CHURCH OF ST NICHOLAS OF GOSTUN
CloseThe reason to build the stone church dedicated to St Nicholas, highly revered saint in Old Rus’, was his wonderworking icon found near the town Belev by the river Gostun’, which gave its name to the church. At the sough side of the Ivanovskaya Square there used to be an old wooden church of St Nicholas the Linen, where canvases and linen had been consecrated. Upon the order of Tsar Vasily III, it took only 9 weeks to build a new brick church for the icon instead of the old one. Aloisio the New, Italian architect, who had arrived in Moscow in 1504, became the author of the building. The church was consecrated on 1 October 1506, and probably at the same time it was established a cathedral.
Under Ivan the Terrible, the icon revealed another miracle of healing and, after returning from the Kazan campaign, the Tsar ordered to paint frescoes and decorate the cathedral. In 1560, a side chapel in the name of theEntry into the Church of the Most Holy Virgin Mary was erected as a separate small church at the north wall of the cathedral. It served as a family chapel on the new court of tsar’s brother. The time, when another side chapel in the name of St Anne’s Conception appeared on the south side of the cathedral remains unknown.
The first image of the cathedral was depicted on plan ‘Kremlenagrad’ of the early 1600s, where it is shown from the East. Tree apsidioles occupy the middle part of the façade. The wall of the quadrangle (chetverik) finishes with three arched gables, covered by curvilinear roofing which is crowned by one dome on the drum. The arched gables are cut from the wall by the expanded cornice. The middle arched gable, bigger in size, places a round window, similar to the one on the west façade of the Archangel Cathedral and depicted on the mentioned plan on the east façade of the Ascension Cathedral. The one-dome side chapel with similar architectural features was added to the temple from the north side. A single-storey site links on to the church from the south.
The temple had many times suffered from fire, after which it fell into disrepair, but, as time passed, it was renovated and revered both by the tsar court and the churchmen. In 1714, a part of St Nicholas the Wonderworker’s relics was donated to the temple. Tsars had many times visited it on holidays. It was also here that Peter III and Catherine II took an oath before the enthronement.

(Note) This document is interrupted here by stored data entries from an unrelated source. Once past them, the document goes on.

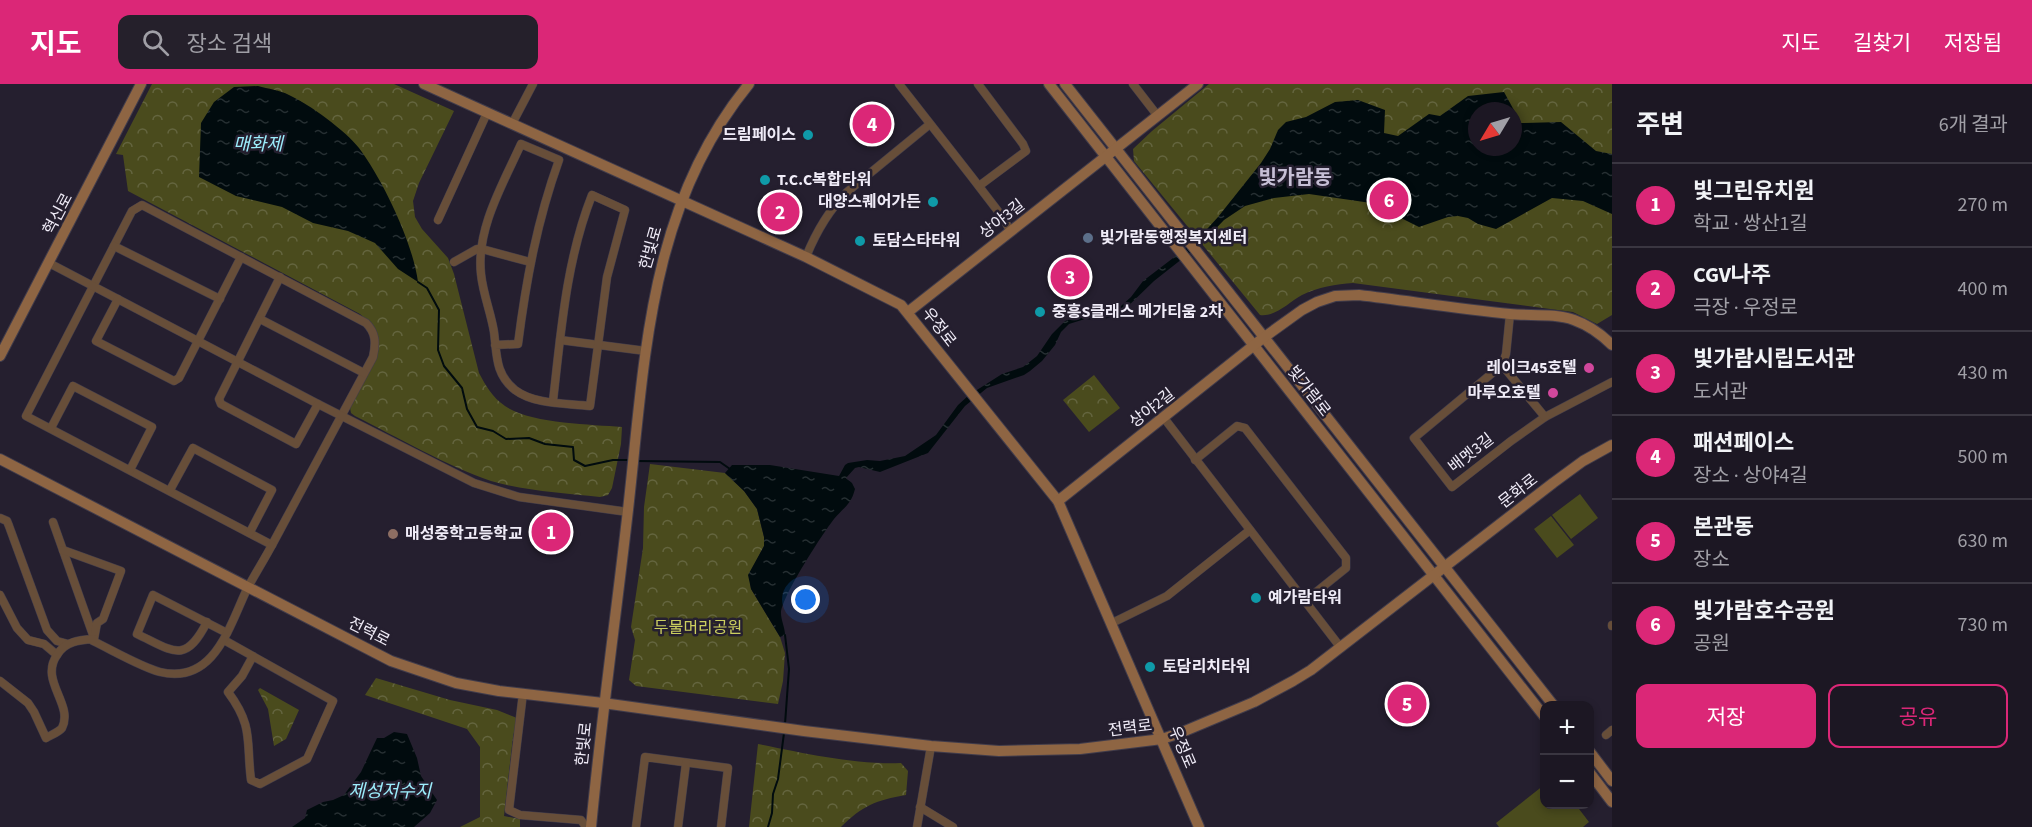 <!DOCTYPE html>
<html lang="ko">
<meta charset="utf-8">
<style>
:root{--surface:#1c1723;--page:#25202b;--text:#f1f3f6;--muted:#a09fa6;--line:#3a3641;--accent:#db2777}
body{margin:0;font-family:"Source Sans 3","Noto Sans KR",sans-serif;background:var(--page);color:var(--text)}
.controls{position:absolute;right:18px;bottom:18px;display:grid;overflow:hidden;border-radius:12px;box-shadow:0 3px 9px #0003}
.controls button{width:54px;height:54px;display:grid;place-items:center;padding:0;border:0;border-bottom:2px solid var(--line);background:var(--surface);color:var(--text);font:30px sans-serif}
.compass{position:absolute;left:1468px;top:18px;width:54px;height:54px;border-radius:50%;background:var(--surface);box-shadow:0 3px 9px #0003;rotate:232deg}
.you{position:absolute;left:806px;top:516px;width:21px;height:21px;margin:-15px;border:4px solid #fff;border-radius:50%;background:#1a73e8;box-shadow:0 0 0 9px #1a73e833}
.badge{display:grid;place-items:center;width:39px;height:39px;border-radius:50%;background:var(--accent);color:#fff;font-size:20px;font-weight:700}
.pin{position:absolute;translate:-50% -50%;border:3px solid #fff;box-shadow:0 2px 6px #0006}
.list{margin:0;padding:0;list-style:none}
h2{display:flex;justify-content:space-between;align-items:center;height:78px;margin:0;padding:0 24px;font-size:26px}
h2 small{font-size:20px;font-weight:400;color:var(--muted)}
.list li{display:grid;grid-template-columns:39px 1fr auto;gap:18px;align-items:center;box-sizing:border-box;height:84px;padding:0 24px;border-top:2px solid var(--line)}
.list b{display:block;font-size:22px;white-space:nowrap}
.list p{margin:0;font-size:20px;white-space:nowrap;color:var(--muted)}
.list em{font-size:20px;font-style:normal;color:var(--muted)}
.actions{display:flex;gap:12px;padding:18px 24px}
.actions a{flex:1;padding:14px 0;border:2px solid var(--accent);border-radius:12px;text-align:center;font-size:21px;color:var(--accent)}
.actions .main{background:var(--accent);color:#fff}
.icon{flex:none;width:33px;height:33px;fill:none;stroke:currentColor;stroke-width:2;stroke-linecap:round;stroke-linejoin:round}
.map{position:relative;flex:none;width:1612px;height:743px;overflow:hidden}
header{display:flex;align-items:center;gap:36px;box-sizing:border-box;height:84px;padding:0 30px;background:var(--accent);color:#fff}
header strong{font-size:28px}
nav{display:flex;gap:33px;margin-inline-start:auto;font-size:21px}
.search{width:420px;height:54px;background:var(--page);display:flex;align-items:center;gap:15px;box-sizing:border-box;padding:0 21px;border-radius:12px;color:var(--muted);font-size:22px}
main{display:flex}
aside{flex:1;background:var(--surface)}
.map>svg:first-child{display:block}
.forest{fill:url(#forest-crowns);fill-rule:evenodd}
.pitch{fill:#4a4b1d}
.water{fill:url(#water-ripples);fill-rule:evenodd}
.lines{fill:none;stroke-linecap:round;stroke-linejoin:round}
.stream{stroke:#010b0e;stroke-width:2}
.street-casing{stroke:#413c4b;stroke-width:9}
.secondary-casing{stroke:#413c4b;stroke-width:12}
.street{stroke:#674e39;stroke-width:8}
.secondary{stroke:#8e6543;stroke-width:10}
.culture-dot{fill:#0f9aa8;stroke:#251f2f;stroke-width:2}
.service-dot{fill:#5c6f8a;stroke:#251f2f;stroke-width:2}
.hotel-dot{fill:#d1479c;stroke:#251f2f;stroke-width:2}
.education-dot{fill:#8d6e63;stroke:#251f2f;stroke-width:2}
.labels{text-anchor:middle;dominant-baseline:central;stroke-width:5;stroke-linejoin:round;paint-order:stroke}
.poi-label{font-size:16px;font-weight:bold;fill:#f0ecf8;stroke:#251f2f;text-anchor:start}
.street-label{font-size:16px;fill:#f0ecf8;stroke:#251f2f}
.park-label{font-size:16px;fill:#cccf5f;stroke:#251f2f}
.water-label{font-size:18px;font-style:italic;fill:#9cedfc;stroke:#251f2f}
.quarter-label{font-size:20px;font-weight:bold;fill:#c6bfd5;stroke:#251f2f}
</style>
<header>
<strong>지도</strong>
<div class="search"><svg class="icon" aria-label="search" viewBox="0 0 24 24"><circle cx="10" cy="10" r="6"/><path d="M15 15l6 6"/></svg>장소 검색</div>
<nav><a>지도</a><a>길찾기</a><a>저장됨</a></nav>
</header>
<main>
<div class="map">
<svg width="1612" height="743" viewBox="0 0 1612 743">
<defs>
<pattern id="forest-crowns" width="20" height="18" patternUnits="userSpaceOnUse" patternTransform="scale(1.5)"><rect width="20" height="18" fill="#4a4b1d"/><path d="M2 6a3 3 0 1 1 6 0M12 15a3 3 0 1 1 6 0" fill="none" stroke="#64653f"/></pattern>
<pattern id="water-ripples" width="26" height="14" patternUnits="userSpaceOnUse" patternTransform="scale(1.5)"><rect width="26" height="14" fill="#010b0e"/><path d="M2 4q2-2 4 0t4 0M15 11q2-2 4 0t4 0" fill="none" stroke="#262f32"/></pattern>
</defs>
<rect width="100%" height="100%" fill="#251f2f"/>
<g class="forest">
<path d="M152,0H394L454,27L419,99L413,117L415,133L422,145L448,174L454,190L479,289C486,302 492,313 505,322C531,340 590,340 622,343L621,360L612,404L608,411L600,413C564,409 526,407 491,397C447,382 397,353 355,332L351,329L350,324L378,262C378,248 371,239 360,230L128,107L123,71L116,70Z"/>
<path d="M1209,0H1612V231L1597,240L1573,228L1353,199C1336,200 1318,203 1302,211C1289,218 1276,233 1260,231L1134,77L1133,65L1152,47ZM1477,27H1513V63H1477Z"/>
<polygon points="1094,291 1120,324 1089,348 1063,316"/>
<polygon points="650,380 725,389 744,407 757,425 764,453 764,462 749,491 751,505 780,553 785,569 783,597 778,620 636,602 629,596 635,556 631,543 643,464 644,423"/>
<polygon points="376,594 450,616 497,626 517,634 513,653 504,732 520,735 520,743 460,743 480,733 480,663 467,645 365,611"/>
<polygon points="260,604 299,626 286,655 274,662 268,625 258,606"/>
<path d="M758,660C802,669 856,681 901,679L908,687L906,711C876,716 862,722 841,743H749Z"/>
</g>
<g class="pitch">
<polygon points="1580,410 1598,434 1571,455 1552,431"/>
<polygon points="1551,432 1574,461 1557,474 1534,445"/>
<polygon points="1544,701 1544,720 1576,721 1589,738 1583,743 1499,743 1496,739"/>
</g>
<g class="water">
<path d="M258,2C268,5 280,6 289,11C309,20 346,47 359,64C383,96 413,159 418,198L398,185L375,159L348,147L313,139L282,123L236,112L199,93L201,39L214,18L234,3Z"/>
<path d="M1504,8L1521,39L1561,38L1596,67L1612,70V130L1583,117L1552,114L1496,145L1478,140L1468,134L1458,132L1448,133L1419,143L1371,119L1309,110L1274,114L1245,122L1224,136L1201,160L1154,197L1121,229L1108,234L1096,236L1085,235L1069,240L1061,248L1055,261L1042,277L1030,287L1024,291L987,304L965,322L928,369L880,388L859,383L855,384L846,394L852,399L855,405C851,421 844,423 834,435C823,449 782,512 781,529C781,536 785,544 785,551L780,553L751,505L748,491L764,462V453L757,425L744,407L725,389L732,381H770L839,392L845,381L848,379L867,376L880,377L905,372L936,351L958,321L969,311L1002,290L1023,283L1037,272L1052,250L1065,237L1083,231L1097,233L1113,227L1121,222L1131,213L1143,197L1198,155L1218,133L1261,79L1270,65L1278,46L1286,38L1306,33L1335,18L1358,16L1385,26L1384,49L1398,52L1429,30L1440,32L1468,12ZM1477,27H1513V63H1477Z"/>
<polygon points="394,648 407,650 417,674 421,692 437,716 430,729 414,743 292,743 305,734 307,726 323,718 333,716 344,711 361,688 377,654 384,654"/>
</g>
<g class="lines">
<g class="stream">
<polyline points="418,198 427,204 439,226 438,266 444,282 462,304 467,325 477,343 493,347 506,355 529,354 545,360 573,363 574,376 585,382 613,376 631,376"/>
<polyline points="636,377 720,378 730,385"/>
<polyline points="785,640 789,585 785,551"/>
<polyline points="768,743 772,729 773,710 778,695 784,649"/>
</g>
<g class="street-casing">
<g id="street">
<polyline points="899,0 971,92 1004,135 1010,147"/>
<polyline points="978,0 1023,60 1026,67 979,102"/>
<polyline points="1133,0 1157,31"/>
<polyline points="512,40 533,0"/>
<path d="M142,121L366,239C376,249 376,259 373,273L272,461L26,332L132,127Z"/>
<polyline points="438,136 487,29"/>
<polyline points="114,162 220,215"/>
<path d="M806,173C816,148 828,127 847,108L930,40"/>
<polyline points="454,178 477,165 482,165 530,178"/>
<polyline points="49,179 318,320 474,399 519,413 628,428"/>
<polyline points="280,193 219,315 221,320 296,360 318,320"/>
<polyline points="118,215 96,257 174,297 179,294 241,173"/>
<polyline points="1510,230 1506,270 1502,281 1414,354 1452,403 1511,357 1545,333 1612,298"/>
<polyline points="260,235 364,289"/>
<polyline points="560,256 646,267"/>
<path d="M495,261L518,260C526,197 537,137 559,76L521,60C503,100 476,145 481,190C483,210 491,229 494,248C497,271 495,290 515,306C535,321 567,319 590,322L607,193L625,126L592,111C566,177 561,248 553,317"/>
<polyline points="1502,281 1545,333"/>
<polyline points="1164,334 1341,564"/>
<polyline points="51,344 73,302 152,343 130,386"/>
<polyline points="1195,376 1237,342 1245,344 1346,474 1346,484 1305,517"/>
<polyline points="170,406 193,364 272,406 250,448"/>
<polyline points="0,434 7,437 9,442 47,546 57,557 68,560"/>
<polyline points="53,438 93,551"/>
<polyline points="63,466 121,487 103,535 97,539 94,555"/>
<polyline points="0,511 17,544 28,556 44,560 57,571"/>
<path d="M207,538C185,581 173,567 137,550L153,511L227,549"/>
<polyline points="1112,539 1167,512 1250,446"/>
<polyline points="1612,541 1612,542"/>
<path d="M224,556L333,617L307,675L260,700L251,696C246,657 254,643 228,608L242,592L253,572"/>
<path d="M0,597L28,619L34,628L46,654C51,651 59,648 62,644C74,620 39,597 57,571C65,557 80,556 94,555L93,557C112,566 141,583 160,588C214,601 229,543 247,505C255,490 264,476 272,461"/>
<polyline points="523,609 509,726 520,731 581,736 586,743"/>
<polyline points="1606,651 1612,646"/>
<polyline points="920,723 953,743"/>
<polyline points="636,743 645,673 728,684 721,743"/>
<polyline points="678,743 686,679"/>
<polyline points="917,743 931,662"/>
</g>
</g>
<g class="secondary-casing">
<g id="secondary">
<polyline points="424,0 806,173 901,221 1058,417 1199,743"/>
<polyline points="1049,0 1544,632"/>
<polyline points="1065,0 1554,622"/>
<polyline points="908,228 1198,0"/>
<polyline points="0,272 141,0"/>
<polyline points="0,375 391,577 456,599 499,607 603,619 804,647 931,662 999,667 1080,665 1162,655 1180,649 1254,618 1293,597 1311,586 1553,399 1583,377 1612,361"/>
<path d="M1058,417L1263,254L1302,226L1317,218L1335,212L1359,211C1409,217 1459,225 1510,230C1530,232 1555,229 1574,236C1588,241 1602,251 1612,261"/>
<polyline points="1590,668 1612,697"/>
<polyline points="1590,689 1612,718"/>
<path d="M591,743C601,637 616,532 628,426C645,276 648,123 749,0"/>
</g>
</g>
<use href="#street" class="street"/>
<use href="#secondary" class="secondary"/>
</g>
<g class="culture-dot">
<circle cx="808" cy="51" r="6"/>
<circle cx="765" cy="96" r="6"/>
<circle cx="933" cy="118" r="6"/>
<circle cx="860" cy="157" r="6"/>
<circle cx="1040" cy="228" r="6"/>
<circle cx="1256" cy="514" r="6"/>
<circle cx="1150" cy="583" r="6"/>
</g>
<circle class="service-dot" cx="1088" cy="154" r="6"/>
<g class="hotel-dot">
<circle cx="1589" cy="284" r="6"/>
<circle cx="1553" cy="309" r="6"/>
</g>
<circle class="education-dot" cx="393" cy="450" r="6"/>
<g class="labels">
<g class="poi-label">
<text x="796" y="51" text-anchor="end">드림페이스</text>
<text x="777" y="96">T.C.C복합타워</text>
<text x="921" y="118" text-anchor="end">대양스퀘어가든</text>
<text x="1100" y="154">빛가람동행정복지센터</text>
<text x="872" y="157">토담스타타워</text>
<text x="1052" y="228">중흥S클래스 메가티움 2차</text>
<text x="1577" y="284" text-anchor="end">레이크45호텔</text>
<text x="1541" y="309" text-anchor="end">마루오호텔</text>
<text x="405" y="450">매성중학고등학교</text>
<text x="1268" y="514">예가람타워</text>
<text x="1162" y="583">토담리치타워</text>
</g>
<g class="street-label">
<text transform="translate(58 130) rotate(-62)">혁신로</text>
<text transform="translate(1002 135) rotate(-38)">상야3길</text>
<text transform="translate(651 164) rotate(-74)">한빛로</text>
<text transform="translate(939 243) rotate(52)">우정로</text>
<text transform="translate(1309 307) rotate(52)">빛가람로</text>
<text transform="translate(1152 324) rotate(-38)">상야2길</text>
<text transform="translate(1471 369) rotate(-38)">배멧3길</text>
<text transform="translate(1518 407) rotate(-38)">문화로</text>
<text transform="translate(369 548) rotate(27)">전력로</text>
<text transform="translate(1130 644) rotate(-7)">전력로</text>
<text transform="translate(584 660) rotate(-84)">한빛로</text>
<text transform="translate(1182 663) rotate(67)">우정로</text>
</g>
<g class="park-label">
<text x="698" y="544">두물머리공원</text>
</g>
<g class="water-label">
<text x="258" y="60">매화제</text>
<text x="390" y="707">제성저수지</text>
</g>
<g class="quarter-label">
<text x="1295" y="94">빛가람동</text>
</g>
</g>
</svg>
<div class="controls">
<button>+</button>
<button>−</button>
</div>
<svg class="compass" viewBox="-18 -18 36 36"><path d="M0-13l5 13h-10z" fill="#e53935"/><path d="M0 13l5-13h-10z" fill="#a09fa6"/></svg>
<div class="you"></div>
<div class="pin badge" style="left:551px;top:448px">1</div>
<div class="pin badge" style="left:780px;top:128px">2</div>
<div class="pin badge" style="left:1070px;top:193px">3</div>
<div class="pin badge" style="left:872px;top:40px">4</div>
<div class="pin badge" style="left:1407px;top:620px">5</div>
<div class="pin badge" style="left:1389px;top:116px">6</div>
</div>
<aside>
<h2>주변<small>6개 결과</small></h2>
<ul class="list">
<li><span class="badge">1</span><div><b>빛그린유치원</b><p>학교 · 쌍산1길</p></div><em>270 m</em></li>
<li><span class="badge">2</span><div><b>CGV나주</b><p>극장 · 우정로</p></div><em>400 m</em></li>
<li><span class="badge">3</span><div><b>빛가람시립도서관</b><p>도서관</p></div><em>430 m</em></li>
<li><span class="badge">4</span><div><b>패션페이스</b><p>장소 · 상야4길</p></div><em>500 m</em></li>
<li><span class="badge">5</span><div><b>본관동</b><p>장소</p></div><em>630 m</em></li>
<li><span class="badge">6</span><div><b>빛가람호수공원</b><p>공원</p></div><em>730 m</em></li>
</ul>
<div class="actions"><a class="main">저장</a><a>공유</a></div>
</aside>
</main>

During one of the repairs in 1754, the complex roof slab with arched gables of the church and side chapel was substituted by a simple helm roof. New refectory was also built instead of the dilapidated one.
After French invasion, the temple’s interior was devastated, but the building itself remained. In 1816, the priestinformed the metropolitan about the necessity to reconstruct the ancient church, since its exterior ‘does not correspond to the beauty of the place it occupies’. The reconstruction of the cathedral had already started, but Prince Yusupov, Head of the Kremlin Expedition, opposed to the fashionable Gothic style the church was transformed to. He thought that it was necessary to preserve old forms of ancient monument. The works were suspended till Emperor Alexander I’s decision.
In 1817, the Moscow waited for the visit of Prussian King Frederick William III, partner of Alexander I in the Holy Alliance. He was famously fond of military parades and, for this reason, the Ivanovskaya Square was extended and made a parade ground. The ramshackle Church of St Nicholas of Gostun was dismantled with the permission of His Imperial Majesty.
Taking into consideration the popularity among many common and high-ranking people, the Synod confirmed the transfer of altar and all relics of the destroyed church into the new one in the Assumption Belfry. The new altar of St Nicholas of Gostun was consecrated in June 1817.
To avoid public discontent, the old church was dismantled at night on 7 August 1817 by the regiment of soldiers headed by engineer A. Betancourt, who was one of the ‘Manezh’ builders.
It is worth noticing that in the 16th century Ivan Fedorov served as a deacon in the Church of St Nicholas of Gostun. He was the first person to introduce a printing press into Russia and the one, who published the first book ‘Apostle’ in Russia in 1564.